A seasonal pic today! This is a very rough pencil sketch I did many years ago as the initial figure study for a painting. It was for a portfolio piece, pretty much a "generic vampire" illo, ergo the Bela Lugosi look ;)
But, I thought it tied in with this post's topic, which is the greedy bloodsucking of pipe distributors..... or is it?
I picked today's topic from a thread currently disintegrating on ASP. What started out as an inquiry thread about why a Pipe of the Year project wasn't going very well has turned into a rehash of some ridiculous nonsense from years back, largely due to one particular troll. For those who don't know the back story, it's pretty simple - in recent years, many regular folks (meaning, "not officially in the pipe business") discovered through the power of the internet that some brands of Italian pipes could be purchased much more cheaply direct from Italian dealers than they could in the US. Said fellows began to buy the pipes in bulk, tack tiny margins onto them, and resell them on ebay or direct, undercutting the prices of official channels by a fair margin.

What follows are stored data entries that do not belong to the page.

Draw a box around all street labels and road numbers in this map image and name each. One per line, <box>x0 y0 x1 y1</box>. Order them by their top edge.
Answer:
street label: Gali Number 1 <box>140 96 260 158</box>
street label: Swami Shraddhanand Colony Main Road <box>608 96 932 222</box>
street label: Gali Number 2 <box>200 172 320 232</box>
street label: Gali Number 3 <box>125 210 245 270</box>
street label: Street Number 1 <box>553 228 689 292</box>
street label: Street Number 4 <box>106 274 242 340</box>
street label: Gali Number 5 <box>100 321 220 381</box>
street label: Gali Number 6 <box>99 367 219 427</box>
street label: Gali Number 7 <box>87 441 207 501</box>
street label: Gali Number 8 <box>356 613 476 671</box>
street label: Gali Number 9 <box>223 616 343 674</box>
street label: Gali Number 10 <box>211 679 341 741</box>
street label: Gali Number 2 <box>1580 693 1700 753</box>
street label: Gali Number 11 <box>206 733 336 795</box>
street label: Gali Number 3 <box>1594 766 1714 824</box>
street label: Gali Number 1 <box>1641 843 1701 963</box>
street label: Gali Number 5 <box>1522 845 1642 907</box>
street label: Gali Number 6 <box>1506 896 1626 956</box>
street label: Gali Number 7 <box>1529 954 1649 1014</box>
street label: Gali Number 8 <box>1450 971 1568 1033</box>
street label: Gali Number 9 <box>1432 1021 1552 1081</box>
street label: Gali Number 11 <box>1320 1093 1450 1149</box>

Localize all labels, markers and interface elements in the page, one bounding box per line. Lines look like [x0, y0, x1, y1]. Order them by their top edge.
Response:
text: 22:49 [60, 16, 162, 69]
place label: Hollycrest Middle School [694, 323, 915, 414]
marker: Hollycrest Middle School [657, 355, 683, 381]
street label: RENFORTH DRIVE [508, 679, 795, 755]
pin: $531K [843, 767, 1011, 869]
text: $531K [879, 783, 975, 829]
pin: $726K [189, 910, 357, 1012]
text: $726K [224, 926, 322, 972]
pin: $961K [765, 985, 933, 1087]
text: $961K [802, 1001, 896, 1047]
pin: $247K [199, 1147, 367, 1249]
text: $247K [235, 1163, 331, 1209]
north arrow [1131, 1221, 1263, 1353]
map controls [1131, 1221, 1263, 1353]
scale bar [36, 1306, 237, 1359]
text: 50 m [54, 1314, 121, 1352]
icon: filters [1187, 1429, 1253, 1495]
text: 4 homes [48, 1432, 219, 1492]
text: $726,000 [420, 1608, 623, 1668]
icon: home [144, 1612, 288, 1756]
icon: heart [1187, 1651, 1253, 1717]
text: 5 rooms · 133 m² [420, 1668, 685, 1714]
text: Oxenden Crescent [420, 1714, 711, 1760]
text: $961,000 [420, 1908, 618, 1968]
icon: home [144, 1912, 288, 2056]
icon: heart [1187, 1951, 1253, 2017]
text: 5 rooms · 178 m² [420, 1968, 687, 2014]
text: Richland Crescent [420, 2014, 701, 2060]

Needless to say, official channels were not pleased.
Equally needless to say, the reactions of some of the folks profiting from this were of the immediate conspiracy variety - "They don't like us because they're making too much money and we're cutting into their fat margins!!" "If they didn't overcharge, this wouldn't be a problem!!" And so on, and so on....
The companies applied pressure on ebay and the result was the VERO conditions, which protect licensed distribution of marques in specific markets. This effectively translated to, "Grey-market import fifty Castellos to sell out of your closet, and ebay will shut your auctions down". Again, the reactions were volatile, with some going apoplectic about what they insisted on seeing as protection of price gouging.
The thing is, it isn't.
There were always two glaring differences that the "fair margins" champions missed - First was the difference between what a fellow earning a regular salary considers a fair margin on his part-time weekend hobby project, and the other (and even stickier) was the issue of service and warranty. The margin issue was really bad - Yes, someone with a paycheck and regular job might think a 5% margin ("Hey, that's $10 on a $200 pipe, just for posting a picture online!") was plenty, when it's quite a different situation if one must actually pay their bills out of these margins. Convincing people that it wasn't being "greedy" to try to make more than $50-100 per week just never seemed to penetrate in some cases, and there are still a few "mouths" who go on about this today.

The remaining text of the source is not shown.